Read more: Ovum tips Microsoft will struggle to get Windows 7 users to upgrade to Windows 10

“My initial reaction is that it is just a lot of Apple functionality they have shoehorned into Windows.They are just catching up to the Mac operating system,” he said.

“It will probably assist us in delivering standards type platforms to Windows users on Windows phones, the integrated pieces will probably play better.”

“The benefit to the greater IT community may be that Macs always lag behind on the enterprise features, so, provided Windows 10 is a: stable, b: stable and c: stable, it will have all the enterprise features to suit a vast array of customers.”

“I'm sure it will have an impact on our anti-virus offerings, making them more commoditised type products, but most of what we do are gateways running bespoke software, so in that sense there will be little impact.”

“Until the hackers start pulling it apart and exposing potential threats in the OS, it is hard to comment on the security aspects.”

“In a business context, I couldn’t see anything there that is mind blowing,” he said.

Microsoft needs to provide more clarity around its 'free' upgrade offer.

Questions were raised over how far the Windows 10 free upgrade offer will extend, would it be available to business users and Office 365 customers?

Correct Solutions founder and technology specialist, Wayne Small, said he would like to see more details about what will happen after the free 12-month period.

"I'm just a little weary and would like to see the full details of what 'free' means. When you're using a free product, you're subjected to the whims of those that are giving it to you for free," Small said. "They're offering it for free for 12 months and that's great, but after that will I be paying a yearly or a monthly subscription fee in order to keep using it? There must be something else to it that we're not aware of."

In Windows 10, Microsoft did bring back some of the commonalities of the user interface that they've had in the past, which will help increase user adoption for the product across the market, Small said.

"I think it's a good way for Microsoft to re-establish itself as a leader in the industry and there have been a lot of people that have been doubting where Microsoft are going, so this could bode well for them in the future, only time will tell," Small said.

Dicker Data general manager of marketing and strategy, Ben Johnson, said the company sees Windows 10 as a positive step forward for Microsoft and the Channel.

“The announcements made overnight have shown us that Microsoft are listening to their partner’s feedback on a global scale and are actively changing their approach towards the development of new operating systems.”

“We believe that Windows 10 will help drive continued growth in our device sales as both businesses and consumers still using Windows XP now have a more compelling and motivating reason to refresh.”

“The free upgrade for existing Windows 7 & Windows 8.1 users will entice more people to try the new platform sooner and will help Microsoft drive a higher adoption rate from day one.”

“We’re interested to find out what the longer-term plans in relation to product licensing are and how this can be monetised by the channel after the first year.”

“We’re excited to see Microsoft continuing to innovate with products like the Surface Hub and HoloLens. Technologies like the Surface Hub are key to the future of business collaboration and Microsoft’s commitment to the development of products like these will undoubtedly secure their continued relevance in the device space,” he said.

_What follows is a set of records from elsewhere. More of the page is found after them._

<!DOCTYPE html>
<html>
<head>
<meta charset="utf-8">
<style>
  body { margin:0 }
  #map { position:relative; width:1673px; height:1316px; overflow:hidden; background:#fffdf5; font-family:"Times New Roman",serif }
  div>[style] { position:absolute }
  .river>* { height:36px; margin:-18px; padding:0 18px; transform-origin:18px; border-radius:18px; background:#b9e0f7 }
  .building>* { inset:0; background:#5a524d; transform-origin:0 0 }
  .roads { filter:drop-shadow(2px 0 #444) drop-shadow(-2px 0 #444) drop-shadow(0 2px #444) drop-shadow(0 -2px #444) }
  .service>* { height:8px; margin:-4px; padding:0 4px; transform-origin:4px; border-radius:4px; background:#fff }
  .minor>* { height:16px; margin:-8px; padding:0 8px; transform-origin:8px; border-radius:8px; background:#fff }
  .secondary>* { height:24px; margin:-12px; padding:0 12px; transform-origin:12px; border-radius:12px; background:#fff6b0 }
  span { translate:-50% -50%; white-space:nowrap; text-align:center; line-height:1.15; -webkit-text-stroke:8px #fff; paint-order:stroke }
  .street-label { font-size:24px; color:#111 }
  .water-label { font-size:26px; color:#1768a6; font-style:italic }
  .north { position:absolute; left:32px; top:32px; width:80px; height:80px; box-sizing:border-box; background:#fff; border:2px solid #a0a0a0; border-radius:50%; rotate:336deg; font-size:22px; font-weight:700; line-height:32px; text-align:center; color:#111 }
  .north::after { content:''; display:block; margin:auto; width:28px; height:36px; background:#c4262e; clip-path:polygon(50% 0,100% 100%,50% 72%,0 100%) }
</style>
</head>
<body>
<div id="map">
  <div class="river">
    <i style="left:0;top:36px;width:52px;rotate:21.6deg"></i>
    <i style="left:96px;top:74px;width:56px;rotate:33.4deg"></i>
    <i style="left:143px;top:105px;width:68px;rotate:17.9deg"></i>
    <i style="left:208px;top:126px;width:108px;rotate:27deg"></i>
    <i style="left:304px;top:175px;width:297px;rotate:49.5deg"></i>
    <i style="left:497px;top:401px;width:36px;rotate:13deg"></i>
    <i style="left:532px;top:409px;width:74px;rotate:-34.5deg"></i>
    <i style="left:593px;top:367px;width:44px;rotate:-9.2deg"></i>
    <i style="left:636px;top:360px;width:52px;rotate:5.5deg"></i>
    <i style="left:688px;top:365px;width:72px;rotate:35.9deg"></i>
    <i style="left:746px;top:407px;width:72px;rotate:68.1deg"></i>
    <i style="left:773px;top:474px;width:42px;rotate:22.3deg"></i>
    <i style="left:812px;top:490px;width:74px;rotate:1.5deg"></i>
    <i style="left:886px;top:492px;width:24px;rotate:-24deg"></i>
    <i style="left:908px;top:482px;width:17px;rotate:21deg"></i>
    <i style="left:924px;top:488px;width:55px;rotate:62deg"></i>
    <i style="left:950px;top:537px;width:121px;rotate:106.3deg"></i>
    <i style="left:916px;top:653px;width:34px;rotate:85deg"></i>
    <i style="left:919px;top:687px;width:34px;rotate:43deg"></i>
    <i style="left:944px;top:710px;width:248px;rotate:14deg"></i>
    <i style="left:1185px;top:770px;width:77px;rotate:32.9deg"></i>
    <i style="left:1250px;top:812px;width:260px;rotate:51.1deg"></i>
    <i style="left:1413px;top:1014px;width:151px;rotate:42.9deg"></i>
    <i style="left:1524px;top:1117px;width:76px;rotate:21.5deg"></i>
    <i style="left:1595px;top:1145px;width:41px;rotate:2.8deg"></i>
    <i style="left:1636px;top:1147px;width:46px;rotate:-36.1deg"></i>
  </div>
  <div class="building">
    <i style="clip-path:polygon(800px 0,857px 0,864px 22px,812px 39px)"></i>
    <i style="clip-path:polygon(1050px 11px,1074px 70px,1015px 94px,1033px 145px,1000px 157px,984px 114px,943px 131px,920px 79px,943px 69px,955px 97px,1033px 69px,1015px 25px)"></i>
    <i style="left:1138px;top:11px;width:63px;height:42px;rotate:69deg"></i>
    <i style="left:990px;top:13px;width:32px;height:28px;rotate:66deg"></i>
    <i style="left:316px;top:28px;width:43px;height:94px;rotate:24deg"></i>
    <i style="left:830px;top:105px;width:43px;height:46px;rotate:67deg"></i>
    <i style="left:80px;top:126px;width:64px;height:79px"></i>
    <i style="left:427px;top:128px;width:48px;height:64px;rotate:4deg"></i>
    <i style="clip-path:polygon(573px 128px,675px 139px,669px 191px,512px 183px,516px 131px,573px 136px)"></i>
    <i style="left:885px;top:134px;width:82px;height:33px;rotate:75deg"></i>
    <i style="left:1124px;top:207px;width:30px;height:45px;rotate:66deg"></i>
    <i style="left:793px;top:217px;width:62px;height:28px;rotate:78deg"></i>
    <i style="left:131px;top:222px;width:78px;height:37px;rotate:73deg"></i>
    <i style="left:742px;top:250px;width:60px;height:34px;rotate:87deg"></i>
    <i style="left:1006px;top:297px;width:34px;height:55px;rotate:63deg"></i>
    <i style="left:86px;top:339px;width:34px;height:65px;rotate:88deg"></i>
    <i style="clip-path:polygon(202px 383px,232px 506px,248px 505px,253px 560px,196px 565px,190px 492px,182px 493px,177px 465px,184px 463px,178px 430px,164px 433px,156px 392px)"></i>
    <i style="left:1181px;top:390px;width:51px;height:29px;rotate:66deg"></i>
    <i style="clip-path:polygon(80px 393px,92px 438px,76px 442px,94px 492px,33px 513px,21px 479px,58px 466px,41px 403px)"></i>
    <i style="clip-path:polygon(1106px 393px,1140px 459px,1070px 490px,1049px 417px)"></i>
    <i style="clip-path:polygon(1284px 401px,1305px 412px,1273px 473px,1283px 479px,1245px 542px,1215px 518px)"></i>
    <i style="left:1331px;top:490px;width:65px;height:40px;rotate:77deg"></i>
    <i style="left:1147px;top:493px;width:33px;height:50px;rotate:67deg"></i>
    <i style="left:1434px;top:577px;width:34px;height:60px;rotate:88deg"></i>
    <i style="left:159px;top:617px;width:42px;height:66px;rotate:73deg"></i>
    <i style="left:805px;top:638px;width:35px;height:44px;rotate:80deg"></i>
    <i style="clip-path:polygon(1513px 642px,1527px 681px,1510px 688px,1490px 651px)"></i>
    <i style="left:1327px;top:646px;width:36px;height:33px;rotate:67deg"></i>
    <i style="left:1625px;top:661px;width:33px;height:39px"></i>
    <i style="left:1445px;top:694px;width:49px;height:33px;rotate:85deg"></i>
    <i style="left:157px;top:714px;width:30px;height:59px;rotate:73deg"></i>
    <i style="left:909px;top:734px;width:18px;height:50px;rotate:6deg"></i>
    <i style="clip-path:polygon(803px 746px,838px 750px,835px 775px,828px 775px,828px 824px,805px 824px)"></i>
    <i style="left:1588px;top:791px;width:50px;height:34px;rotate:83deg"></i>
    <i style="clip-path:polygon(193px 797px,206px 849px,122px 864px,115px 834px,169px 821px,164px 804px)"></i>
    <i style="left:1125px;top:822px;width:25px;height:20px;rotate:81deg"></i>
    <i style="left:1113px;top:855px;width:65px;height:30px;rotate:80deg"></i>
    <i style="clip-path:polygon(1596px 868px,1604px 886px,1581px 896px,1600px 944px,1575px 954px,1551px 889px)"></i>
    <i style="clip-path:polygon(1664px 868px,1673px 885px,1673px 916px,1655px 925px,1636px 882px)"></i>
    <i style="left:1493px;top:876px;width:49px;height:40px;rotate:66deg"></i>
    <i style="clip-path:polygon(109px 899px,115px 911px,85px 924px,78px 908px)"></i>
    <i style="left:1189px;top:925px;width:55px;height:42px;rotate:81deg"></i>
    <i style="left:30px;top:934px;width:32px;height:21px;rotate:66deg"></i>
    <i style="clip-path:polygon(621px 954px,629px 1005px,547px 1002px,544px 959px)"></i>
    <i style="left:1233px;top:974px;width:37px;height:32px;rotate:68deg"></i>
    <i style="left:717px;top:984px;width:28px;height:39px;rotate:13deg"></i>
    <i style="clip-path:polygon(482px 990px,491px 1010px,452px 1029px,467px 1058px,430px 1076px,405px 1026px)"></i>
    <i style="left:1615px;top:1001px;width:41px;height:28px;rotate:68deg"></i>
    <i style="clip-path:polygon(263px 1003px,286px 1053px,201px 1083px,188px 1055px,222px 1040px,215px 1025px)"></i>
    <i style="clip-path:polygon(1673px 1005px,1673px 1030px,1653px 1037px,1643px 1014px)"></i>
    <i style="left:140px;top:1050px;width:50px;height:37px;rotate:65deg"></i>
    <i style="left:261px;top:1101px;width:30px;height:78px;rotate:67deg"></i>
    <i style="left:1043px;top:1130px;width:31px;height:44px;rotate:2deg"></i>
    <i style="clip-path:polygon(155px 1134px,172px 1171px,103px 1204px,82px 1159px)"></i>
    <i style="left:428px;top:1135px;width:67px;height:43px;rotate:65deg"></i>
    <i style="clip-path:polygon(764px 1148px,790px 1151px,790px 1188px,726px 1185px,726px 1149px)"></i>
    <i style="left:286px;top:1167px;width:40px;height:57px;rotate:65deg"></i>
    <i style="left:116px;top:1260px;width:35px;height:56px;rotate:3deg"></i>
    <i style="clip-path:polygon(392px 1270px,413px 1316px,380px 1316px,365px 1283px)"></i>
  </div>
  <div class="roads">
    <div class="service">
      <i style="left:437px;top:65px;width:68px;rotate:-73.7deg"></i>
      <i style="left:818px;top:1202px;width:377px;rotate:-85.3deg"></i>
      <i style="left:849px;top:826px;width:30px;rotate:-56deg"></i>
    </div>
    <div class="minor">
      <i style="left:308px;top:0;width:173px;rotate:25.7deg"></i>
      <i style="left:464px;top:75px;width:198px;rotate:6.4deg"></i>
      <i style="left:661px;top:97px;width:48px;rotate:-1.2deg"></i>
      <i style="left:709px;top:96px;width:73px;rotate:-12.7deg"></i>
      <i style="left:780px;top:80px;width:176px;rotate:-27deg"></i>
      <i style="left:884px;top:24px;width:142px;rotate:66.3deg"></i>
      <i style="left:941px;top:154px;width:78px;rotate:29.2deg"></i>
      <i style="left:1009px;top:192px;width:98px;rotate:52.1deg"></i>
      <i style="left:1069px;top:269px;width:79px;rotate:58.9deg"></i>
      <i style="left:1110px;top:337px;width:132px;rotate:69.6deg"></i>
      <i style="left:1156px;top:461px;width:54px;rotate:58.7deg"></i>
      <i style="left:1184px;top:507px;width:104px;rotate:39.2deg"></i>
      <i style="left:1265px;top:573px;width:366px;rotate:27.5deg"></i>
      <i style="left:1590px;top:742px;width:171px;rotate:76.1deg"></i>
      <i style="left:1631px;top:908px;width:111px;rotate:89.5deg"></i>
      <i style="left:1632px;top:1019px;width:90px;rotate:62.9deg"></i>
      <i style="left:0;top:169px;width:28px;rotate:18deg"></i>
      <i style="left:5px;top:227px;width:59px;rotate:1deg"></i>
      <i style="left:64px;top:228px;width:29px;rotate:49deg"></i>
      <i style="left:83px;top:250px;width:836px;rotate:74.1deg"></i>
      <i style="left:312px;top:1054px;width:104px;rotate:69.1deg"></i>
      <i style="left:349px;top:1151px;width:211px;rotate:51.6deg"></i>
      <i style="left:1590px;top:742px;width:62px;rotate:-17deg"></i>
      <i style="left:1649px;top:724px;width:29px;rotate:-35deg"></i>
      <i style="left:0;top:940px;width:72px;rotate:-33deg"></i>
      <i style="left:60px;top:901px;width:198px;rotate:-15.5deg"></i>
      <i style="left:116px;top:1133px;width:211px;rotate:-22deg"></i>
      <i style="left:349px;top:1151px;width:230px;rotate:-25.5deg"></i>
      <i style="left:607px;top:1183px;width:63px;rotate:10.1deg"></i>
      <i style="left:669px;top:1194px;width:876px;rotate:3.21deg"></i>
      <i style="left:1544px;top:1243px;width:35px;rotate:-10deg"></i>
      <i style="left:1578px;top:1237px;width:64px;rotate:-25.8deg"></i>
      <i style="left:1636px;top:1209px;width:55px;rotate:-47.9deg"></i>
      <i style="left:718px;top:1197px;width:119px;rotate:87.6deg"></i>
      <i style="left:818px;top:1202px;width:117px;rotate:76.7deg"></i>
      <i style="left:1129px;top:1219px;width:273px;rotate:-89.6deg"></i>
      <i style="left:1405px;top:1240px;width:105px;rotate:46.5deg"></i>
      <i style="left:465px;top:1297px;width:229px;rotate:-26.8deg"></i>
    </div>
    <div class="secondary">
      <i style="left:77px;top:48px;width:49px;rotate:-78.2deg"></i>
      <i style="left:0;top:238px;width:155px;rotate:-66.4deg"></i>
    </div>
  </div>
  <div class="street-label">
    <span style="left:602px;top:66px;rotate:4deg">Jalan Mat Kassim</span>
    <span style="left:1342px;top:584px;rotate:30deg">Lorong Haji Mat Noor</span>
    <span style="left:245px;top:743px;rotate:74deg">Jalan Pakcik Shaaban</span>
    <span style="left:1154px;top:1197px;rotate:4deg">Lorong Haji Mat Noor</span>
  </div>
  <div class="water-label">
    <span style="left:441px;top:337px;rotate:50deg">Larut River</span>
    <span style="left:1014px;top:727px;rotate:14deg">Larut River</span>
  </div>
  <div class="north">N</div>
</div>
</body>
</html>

Data#3 general manager, software and solutions, Brad Colledge, said the release is a logical step for Microsoft.

“The features they released consolidate Microsoft’s strategy across the multi-platform, multi-device space.”

“The functionality makes it a little easier to use, Cortana and features of the new Spartan web browser such as annotation will be welcomed by many users.”

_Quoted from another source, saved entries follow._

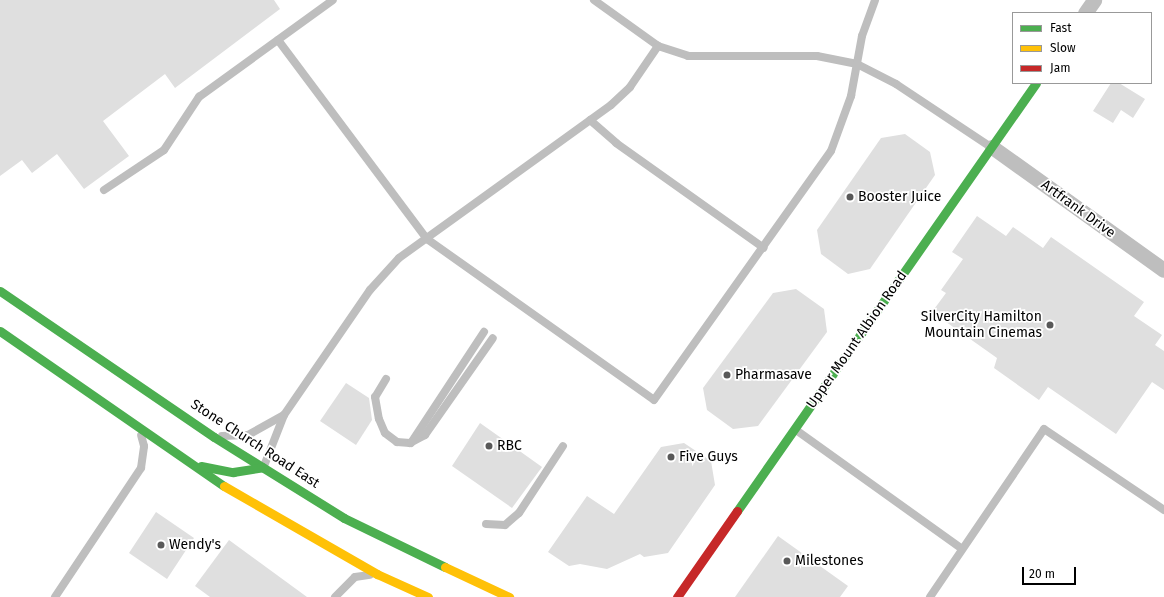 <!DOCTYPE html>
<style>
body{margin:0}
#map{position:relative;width:1164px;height:597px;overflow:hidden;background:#fff;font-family:"Fira Sans",sans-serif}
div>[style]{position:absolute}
.building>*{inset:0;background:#dfdfdf}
.lane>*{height:8px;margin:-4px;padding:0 4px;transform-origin:4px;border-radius:4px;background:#bebebe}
.street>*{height:15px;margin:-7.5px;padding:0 7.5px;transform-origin:7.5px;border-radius:7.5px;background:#bebebe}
.fast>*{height:9px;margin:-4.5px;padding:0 4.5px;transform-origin:4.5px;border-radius:4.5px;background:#4caf50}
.slow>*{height:9px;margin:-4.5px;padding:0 4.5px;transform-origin:4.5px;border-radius:4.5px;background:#ffc107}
.jam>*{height:9px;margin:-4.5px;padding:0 4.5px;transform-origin:4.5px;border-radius:4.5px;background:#c62828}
.dots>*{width:11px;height:11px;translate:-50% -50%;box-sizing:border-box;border:2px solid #fff;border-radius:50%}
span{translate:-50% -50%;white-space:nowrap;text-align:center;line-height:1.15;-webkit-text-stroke:3.5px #fff;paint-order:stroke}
.poi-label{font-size:14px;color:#000}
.left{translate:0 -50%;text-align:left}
.right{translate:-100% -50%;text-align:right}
.street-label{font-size:14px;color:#000}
.legend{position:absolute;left:1012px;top:12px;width:140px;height:72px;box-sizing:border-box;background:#fff;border:1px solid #999;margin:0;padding:5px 7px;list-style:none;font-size:12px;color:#000}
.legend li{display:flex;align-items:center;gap:8px;height:20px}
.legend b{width:20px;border:1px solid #999}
.scale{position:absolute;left:1022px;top:567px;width:54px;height:18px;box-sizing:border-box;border:2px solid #000;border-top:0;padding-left:5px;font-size:12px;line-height:14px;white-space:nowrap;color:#000;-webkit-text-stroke:3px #fff;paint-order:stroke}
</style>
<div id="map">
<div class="building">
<i style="clip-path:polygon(0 0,274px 0,280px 9px,175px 88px,165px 74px,103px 121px,129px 156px,84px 189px,57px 154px,32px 173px,22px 160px,0 176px)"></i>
<i style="clip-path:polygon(1111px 83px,1119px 83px,1145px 99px,1133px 118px,1121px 110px,1113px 123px,1093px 111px)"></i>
<i style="clip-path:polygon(905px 134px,930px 152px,935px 175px,870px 269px,848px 274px,821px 254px,817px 230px,881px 138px)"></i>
<i style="clip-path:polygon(977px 216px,1006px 236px,1013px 227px,1043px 248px,1051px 237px,1144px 302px,1134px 316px,1162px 335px,1155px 345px,1164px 351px,1164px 390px,1152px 382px,1116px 434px,1048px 387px,1039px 400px,994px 368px,997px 358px,932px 312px,946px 293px,941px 290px,963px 259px,952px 252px)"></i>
<i style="clip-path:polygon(796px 289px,824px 309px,827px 332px,758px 426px,733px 429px,707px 410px,703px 388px,773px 293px)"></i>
<i style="clip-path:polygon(346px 383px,369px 398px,372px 420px,356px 445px,320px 421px)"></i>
<i style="clip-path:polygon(480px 423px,542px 467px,512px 508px,452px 466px)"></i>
<i style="clip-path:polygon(684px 443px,711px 461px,715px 485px,668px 553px,644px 557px,640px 554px,607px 569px,580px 564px,569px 566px,548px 552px,587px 496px,614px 514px,661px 447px)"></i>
<i style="clip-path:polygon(156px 512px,194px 538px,167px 579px,129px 553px)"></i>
<i style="clip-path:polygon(778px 536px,848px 586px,840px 597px,735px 597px)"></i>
<i style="clip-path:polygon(229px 540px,307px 597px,210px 597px,195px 586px)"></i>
</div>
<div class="lane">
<i style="left:594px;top:0;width:79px;rotate:35.7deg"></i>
<i style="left:658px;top:46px;width:32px;rotate:18deg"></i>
<i style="left:688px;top:56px;width:129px"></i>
<i style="left:817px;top:56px;width:41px;rotate:11.3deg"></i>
<i style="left:857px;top:64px;width:44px;rotate:27.1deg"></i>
<i style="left:896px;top:84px;width:114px;rotate:33.6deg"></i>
<i style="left:278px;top:40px;width:249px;rotate:53.2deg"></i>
<i style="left:427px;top:239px;width:278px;rotate:35.3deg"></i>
<i style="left:654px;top:400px;width:305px;rotate:-54.6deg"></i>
<i style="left:831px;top:151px;width:59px;rotate:-70deg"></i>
<i style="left:851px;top:96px;width:61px;rotate:-79.6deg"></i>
<i style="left:862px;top:36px;width:38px;rotate:-70deg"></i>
<i style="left:590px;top:120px;width:35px;rotate:41deg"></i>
<i style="left:616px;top:143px;width:181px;rotate:35.4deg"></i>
<i style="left:104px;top:190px;width:72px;rotate:-33.7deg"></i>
<i style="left:164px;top:150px;width:64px;rotate:-56.6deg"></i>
<i style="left:199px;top:97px;width:165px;rotate:-35.9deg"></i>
<i style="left:386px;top:379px;width:21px;rotate:121deg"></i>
<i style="left:375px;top:397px;width:22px;rotate:80deg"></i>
<i style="left:379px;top:419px;width:15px;rotate:67deg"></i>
<i style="left:385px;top:433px;width:15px;rotate:37deg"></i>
<i style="left:397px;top:442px;width:13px;rotate:4deg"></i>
<i style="left:410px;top:443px;width:17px;rotate:-28deg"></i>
<i style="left:425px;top:435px;width:118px;rotate:-55deg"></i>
<i style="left:796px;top:430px;width:204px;rotate:35.6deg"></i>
<i style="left:222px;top:436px;width:26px;rotate:-2deg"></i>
<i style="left:248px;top:435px;width:41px;rotate:-29.1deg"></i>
<i style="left:411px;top:443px;width:133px;rotate:-56.7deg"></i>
<i style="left:264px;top:466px;width:55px;rotate:-68.6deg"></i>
<i style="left:284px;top:415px;width:152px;rotate:-55.5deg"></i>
<i style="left:370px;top:290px;width:43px;rotate:-47.8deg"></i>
<i style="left:399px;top:258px;width:261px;rotate:-35.8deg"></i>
<i style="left:611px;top:105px;width:26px;rotate:-43deg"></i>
<i style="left:630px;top:87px;width:50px;rotate:-55.7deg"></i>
<i style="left:486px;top:524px;width:19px;rotate:3deg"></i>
<i style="left:505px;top:525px;width:18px;rotate:-41deg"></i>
<i style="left:519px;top:513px;width:80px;rotate:-56.7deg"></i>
<i style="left:55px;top:597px;width:155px;rotate:-56.3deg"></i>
<i style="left:141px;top:468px;width:22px;rotate:-82deg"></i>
<i style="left:144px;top:446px;width:11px;rotate:-105deg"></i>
<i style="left:335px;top:597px;width:28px;rotate:-45deg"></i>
<i style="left:355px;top:577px;width:15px;rotate:-8deg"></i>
<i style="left:930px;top:597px;width:203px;rotate:-55.8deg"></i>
<i style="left:1044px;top:429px;width:145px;rotate:34deg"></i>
</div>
<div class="street">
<i style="left:1085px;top:13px;width:16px;rotate:-55deg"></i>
<i style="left:992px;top:147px;width:211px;rotate:35.6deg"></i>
</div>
<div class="fast">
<i style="left:0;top:291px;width:259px;rotate:34.3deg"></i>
<i style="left:214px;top:437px;width:153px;rotate:31.9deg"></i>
<i style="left:344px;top:518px;width:112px;rotate:25.9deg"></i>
<i style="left:0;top:331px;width:272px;rotate:34.7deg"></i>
<i style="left:201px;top:466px;width:33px;rotate:11deg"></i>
<i style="left:233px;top:472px;width:30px;rotate:-9deg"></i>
<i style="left:737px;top:511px;width:522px;rotate:-55.06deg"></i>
</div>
<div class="slow">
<i style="left:224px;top:486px;width:177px;rotate:29.9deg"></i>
<i style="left:377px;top:574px;width:56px;rotate:24.3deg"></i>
<i style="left:445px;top:567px;width:71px;rotate:25.1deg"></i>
</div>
<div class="jam">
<i style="left:677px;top:597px;width:105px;rotate:-55.1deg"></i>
</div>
<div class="dots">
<i style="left:850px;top:197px;background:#595959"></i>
<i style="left:1050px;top:325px;background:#595959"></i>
<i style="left:727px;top:375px;background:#595959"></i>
<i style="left:489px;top:446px;background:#595959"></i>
<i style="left:671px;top:457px;background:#595959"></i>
<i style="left:161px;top:545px;background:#595959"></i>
<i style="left:787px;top:561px;background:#595959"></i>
</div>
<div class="poi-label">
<span class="left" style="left:858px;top:197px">Booster Juice</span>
<span class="right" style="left:1042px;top:325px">SilverCity Hamilton<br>Mountain Cinemas</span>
<span class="left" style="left:735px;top:375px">Pharmasave</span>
<span class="left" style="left:497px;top:446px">RBC</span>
<span class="left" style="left:679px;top:457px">Five Guys</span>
<span class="left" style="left:169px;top:545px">Wendy's</span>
<span class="left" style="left:795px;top:561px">Milestones</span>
</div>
<div class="street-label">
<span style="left:1078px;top:209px;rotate:36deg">Artfrank Drive</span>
<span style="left:857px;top:340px;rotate:-55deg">Upper Mount Albion Road</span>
<span style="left:255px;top:444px;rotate:33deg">Stone Church Road East</span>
</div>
<ul class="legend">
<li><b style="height:5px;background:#4caf50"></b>Fast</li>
<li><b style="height:5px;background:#ffc107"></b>Slow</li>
<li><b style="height:5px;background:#c62828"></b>Jam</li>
</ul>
<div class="scale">20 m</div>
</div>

“Just like the 7 and 8 releases, the opportunity for Data#3 is to work with customers to help them migrate onto the new OS.”

“I see the Windows 10 migration as an evolution. Just as we have been assisting customers to move on to Win 7 and Win 8 over the past few years.”

“The release may make customers still using XP realise that the systems they are running are becoming even more obsolete and it will probably prompt them to migrate.”